▶ ABOUT THIS EXERCISE
Using the data below, copy each line that includes the word "scale".

DATA FOR THIS TASK Block Start

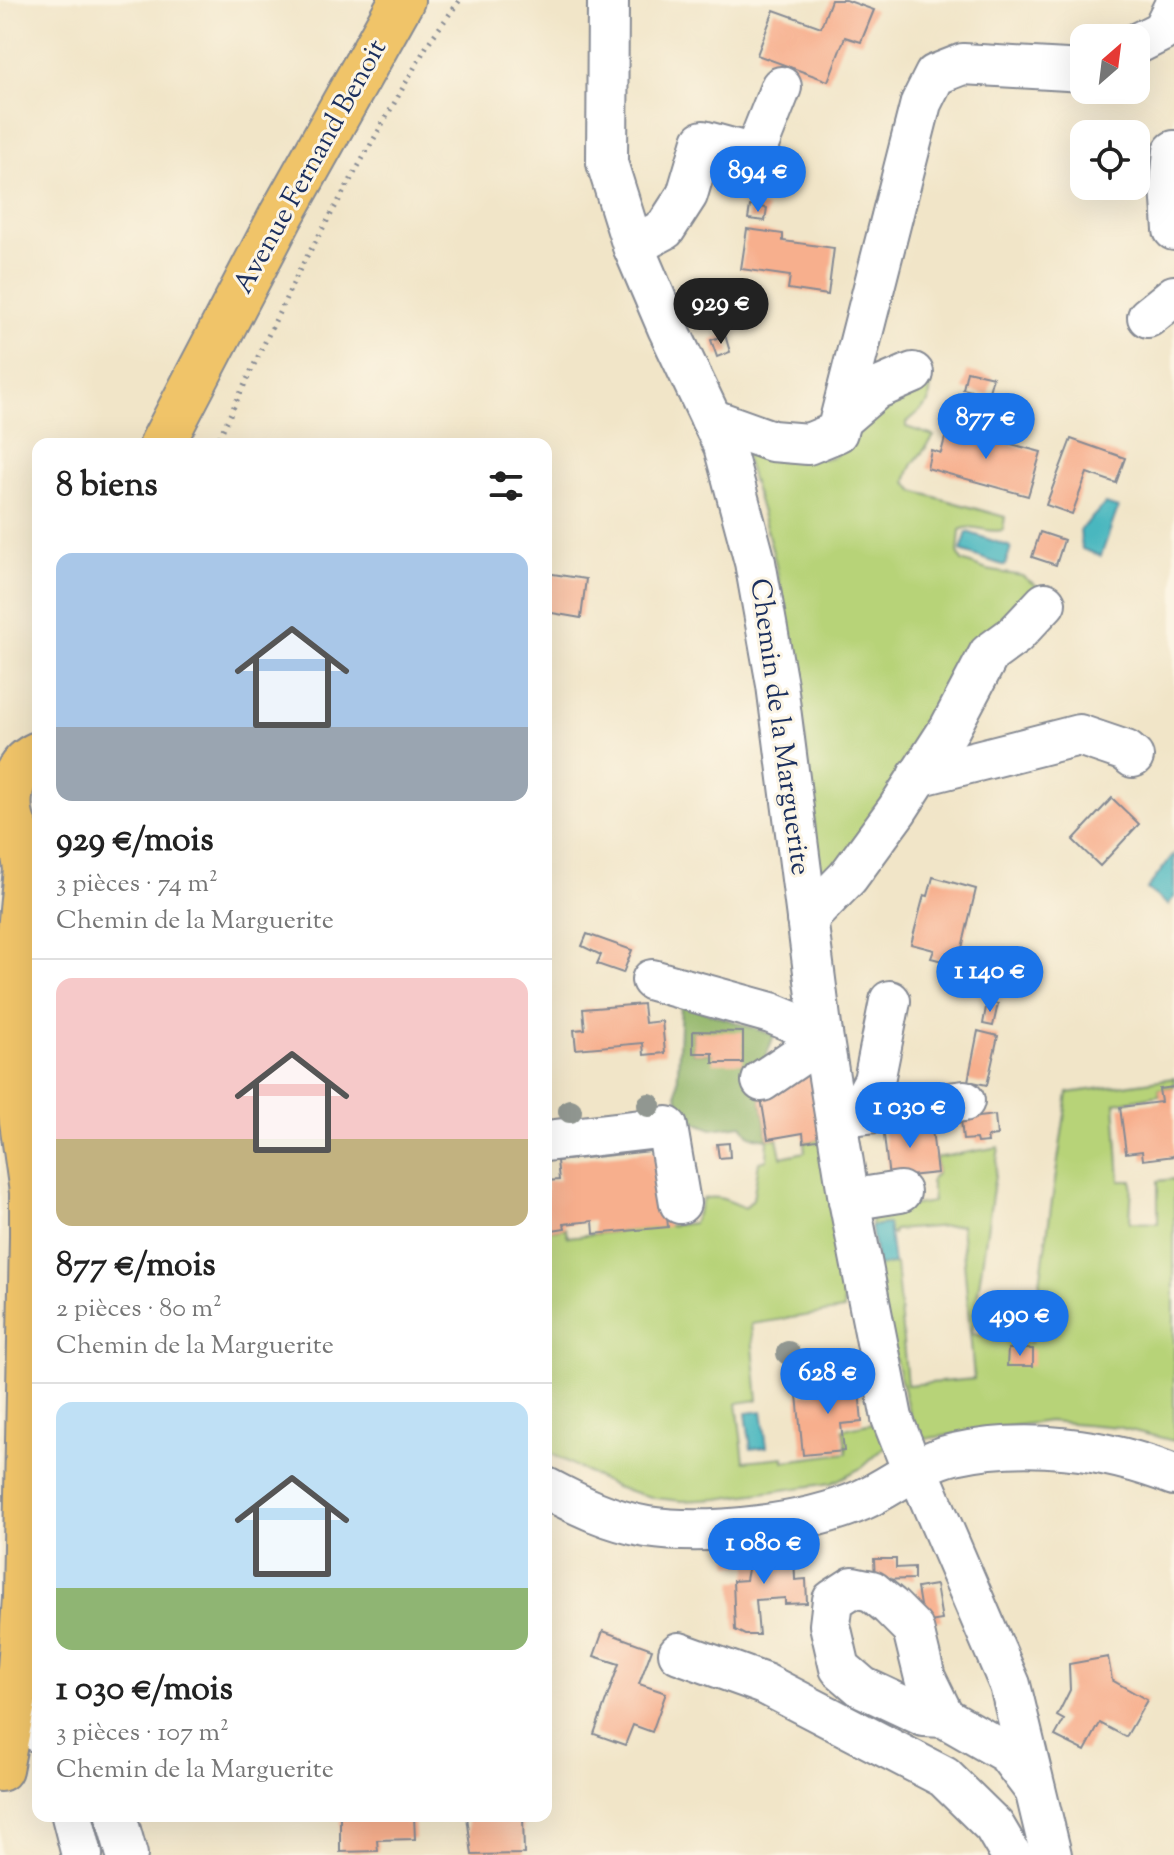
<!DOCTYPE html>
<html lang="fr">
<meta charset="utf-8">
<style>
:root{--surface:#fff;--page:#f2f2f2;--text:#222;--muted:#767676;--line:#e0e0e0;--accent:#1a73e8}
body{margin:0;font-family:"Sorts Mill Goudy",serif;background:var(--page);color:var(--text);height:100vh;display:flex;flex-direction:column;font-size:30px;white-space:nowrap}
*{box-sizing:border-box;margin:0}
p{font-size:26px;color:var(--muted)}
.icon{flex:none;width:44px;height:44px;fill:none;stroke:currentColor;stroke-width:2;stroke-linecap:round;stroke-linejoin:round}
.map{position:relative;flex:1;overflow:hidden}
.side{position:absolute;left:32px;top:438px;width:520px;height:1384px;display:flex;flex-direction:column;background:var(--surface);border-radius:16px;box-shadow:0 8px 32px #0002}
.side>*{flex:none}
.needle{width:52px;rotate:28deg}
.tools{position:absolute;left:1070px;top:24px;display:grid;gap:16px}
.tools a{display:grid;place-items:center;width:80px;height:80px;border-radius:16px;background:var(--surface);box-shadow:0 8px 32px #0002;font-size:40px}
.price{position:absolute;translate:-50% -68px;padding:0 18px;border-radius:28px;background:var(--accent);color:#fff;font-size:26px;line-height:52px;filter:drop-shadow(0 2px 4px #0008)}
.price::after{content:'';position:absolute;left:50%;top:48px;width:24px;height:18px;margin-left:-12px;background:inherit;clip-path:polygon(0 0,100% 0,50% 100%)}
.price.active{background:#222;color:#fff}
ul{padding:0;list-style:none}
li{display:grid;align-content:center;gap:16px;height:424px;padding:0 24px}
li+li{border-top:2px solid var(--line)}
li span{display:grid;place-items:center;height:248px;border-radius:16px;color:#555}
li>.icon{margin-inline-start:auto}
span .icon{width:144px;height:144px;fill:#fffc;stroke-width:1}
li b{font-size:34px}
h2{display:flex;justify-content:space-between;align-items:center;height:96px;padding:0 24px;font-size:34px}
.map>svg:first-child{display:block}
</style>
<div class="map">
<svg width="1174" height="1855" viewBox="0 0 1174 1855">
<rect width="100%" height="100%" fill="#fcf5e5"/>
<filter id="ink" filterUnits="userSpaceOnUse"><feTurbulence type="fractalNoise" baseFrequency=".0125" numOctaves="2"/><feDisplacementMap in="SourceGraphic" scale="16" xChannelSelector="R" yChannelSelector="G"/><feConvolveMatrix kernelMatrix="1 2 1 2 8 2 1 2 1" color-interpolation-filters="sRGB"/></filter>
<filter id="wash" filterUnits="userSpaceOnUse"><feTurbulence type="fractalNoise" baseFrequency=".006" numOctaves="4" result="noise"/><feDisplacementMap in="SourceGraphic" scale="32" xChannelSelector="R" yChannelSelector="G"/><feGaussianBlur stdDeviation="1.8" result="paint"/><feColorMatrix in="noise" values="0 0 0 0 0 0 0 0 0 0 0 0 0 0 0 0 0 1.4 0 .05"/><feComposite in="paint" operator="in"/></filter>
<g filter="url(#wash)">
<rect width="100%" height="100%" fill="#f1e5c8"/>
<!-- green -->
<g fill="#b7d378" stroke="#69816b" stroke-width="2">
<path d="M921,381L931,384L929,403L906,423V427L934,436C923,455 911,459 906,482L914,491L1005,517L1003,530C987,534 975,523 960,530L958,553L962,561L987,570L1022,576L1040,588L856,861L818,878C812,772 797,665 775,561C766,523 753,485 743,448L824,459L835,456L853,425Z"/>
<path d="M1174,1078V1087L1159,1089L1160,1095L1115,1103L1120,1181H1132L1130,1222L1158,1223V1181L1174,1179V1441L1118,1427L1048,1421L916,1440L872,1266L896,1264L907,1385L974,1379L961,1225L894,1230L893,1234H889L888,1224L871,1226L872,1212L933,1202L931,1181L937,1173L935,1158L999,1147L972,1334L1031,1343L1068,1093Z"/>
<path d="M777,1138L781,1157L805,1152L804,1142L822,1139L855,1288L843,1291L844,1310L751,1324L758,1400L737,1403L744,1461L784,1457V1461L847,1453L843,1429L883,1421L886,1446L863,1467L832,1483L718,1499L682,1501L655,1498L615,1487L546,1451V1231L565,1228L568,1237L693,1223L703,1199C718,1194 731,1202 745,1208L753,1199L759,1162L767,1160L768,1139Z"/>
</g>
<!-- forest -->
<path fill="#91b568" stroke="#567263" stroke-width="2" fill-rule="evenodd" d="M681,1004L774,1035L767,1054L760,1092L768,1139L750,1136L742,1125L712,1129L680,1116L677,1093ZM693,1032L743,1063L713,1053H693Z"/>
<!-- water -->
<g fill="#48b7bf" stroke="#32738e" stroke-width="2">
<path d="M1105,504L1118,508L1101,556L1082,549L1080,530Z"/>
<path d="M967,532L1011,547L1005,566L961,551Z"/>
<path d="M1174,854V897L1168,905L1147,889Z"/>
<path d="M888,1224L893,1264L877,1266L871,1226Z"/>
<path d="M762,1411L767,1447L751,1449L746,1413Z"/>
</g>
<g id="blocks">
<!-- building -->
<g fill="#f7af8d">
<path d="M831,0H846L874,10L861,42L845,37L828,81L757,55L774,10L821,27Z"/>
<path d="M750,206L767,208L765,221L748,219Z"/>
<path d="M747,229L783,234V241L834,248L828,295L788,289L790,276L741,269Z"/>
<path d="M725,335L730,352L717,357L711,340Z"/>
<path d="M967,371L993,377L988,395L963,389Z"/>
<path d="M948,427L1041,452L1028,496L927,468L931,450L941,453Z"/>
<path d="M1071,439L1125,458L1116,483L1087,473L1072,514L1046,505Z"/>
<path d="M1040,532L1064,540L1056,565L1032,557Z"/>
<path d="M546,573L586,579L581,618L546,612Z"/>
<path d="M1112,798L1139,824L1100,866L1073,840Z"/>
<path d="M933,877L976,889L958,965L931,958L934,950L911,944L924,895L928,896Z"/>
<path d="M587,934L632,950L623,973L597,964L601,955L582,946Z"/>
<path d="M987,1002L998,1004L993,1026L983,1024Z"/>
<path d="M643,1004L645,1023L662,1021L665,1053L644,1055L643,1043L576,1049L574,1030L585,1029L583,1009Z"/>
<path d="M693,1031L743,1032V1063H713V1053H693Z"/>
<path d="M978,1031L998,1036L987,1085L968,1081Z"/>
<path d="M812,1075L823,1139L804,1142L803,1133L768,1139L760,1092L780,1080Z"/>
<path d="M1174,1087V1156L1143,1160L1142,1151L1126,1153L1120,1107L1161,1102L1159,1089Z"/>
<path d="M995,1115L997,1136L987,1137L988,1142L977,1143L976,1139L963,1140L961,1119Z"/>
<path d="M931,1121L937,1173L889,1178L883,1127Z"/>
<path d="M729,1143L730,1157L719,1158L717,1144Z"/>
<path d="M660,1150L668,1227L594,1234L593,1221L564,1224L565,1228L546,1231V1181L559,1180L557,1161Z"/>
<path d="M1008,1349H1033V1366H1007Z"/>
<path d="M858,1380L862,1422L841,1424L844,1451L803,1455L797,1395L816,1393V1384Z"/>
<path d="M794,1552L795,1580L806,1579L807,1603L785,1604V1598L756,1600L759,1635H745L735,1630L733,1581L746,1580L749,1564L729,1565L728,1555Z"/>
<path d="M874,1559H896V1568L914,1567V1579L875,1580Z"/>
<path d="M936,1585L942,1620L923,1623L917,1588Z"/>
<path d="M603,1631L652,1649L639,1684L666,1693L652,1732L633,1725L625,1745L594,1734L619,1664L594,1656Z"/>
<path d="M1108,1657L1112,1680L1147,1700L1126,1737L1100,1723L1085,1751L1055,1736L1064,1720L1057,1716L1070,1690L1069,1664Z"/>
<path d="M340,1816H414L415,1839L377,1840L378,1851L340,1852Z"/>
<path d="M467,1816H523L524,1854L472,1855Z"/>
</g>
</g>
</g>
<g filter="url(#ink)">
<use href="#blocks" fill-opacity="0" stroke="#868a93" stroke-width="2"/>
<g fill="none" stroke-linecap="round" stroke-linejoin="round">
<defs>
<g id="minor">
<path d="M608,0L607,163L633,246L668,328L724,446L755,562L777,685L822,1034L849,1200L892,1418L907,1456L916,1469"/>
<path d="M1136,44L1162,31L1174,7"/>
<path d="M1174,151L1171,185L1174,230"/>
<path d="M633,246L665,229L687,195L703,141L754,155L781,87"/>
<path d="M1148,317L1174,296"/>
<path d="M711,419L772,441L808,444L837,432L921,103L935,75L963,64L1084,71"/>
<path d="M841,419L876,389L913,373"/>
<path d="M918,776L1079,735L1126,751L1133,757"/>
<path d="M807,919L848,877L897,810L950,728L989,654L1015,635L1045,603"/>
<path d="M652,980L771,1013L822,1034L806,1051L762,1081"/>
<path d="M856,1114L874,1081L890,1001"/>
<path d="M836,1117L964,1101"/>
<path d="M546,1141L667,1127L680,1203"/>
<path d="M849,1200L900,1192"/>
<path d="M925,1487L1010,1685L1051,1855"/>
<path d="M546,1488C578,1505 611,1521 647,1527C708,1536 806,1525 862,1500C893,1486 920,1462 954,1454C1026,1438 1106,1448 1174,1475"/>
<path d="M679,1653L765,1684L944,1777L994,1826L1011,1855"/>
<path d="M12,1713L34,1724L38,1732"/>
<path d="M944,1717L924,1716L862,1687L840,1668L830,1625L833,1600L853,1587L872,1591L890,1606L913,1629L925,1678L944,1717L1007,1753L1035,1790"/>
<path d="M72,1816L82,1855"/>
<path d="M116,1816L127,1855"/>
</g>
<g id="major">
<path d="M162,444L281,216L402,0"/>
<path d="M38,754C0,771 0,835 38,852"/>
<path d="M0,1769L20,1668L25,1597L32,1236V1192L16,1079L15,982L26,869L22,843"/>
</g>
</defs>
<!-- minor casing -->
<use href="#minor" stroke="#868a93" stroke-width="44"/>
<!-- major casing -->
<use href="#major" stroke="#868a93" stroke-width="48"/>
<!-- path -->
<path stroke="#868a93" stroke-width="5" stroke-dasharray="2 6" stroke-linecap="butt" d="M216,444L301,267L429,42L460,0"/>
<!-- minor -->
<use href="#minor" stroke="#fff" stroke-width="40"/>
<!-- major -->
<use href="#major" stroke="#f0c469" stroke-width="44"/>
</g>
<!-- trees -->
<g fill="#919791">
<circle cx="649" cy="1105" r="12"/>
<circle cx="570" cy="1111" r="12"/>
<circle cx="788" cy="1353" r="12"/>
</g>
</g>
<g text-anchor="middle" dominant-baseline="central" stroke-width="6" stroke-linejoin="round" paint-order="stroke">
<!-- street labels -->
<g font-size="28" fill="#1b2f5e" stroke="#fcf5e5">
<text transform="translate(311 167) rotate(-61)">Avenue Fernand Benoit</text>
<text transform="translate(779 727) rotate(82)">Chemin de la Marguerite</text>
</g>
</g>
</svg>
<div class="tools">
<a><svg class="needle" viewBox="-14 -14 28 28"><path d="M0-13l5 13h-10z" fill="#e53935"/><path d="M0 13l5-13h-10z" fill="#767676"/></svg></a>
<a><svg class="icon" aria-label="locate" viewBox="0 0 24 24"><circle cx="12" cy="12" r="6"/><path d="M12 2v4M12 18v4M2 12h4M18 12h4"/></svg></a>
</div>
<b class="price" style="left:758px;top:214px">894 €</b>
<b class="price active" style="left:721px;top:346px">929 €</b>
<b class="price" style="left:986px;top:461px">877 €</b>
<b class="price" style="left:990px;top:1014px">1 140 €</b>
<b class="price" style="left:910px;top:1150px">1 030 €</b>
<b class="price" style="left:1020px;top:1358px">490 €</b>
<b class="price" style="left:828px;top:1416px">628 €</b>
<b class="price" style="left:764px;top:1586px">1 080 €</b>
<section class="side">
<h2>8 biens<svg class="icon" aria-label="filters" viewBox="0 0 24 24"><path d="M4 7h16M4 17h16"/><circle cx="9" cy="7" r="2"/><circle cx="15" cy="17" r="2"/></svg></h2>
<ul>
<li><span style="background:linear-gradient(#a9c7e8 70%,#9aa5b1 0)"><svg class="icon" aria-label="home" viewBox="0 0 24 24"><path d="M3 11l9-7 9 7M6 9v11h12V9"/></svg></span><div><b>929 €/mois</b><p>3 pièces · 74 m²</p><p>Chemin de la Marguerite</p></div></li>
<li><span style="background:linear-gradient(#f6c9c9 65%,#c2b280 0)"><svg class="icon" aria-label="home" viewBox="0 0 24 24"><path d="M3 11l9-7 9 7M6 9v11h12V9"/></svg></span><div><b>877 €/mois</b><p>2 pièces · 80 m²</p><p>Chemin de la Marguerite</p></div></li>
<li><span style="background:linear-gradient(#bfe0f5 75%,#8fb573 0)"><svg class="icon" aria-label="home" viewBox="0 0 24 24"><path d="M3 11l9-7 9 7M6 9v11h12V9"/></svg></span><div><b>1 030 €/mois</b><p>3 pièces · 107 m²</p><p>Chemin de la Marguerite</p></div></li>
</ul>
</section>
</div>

DATA FOR THIS TASK Block End

▶ EXERCISE SOLUTION
<filter id="ink" filterUnits="userSpaceOnUse"><feTurbulence type="fractalNoise" baseFrequency=".0125" numOctaves="2"/><feDisplacementMap in="SourceGraphic" scale="16" xChannelSelector="R" yChannelSelector="G"/><feConvolveMatrix kernelMatrix="1 2 1 2 8 2 1 2 1" color-interpolation-filters="sRGB"/></filter>
<filter id="wash" filterUnits="userSpaceOnUse"><feTurbulence type="fractalNoise" baseFrequency=".006" numOctaves="4" result="noise"/><feDisplacementMap in="SourceGraphic" scale="32" xChannelSelector="R" yChannelSelector="G"/><feGaussianBlur stdDeviation="1.8" result="paint"/><feColorMatrix in="noise" values="0 0 0 0 0 0 0 0 0 0 0 0 0 0 0 0 0 1.4 0 .05"/><feComposite in="paint" operator="in"/></filter>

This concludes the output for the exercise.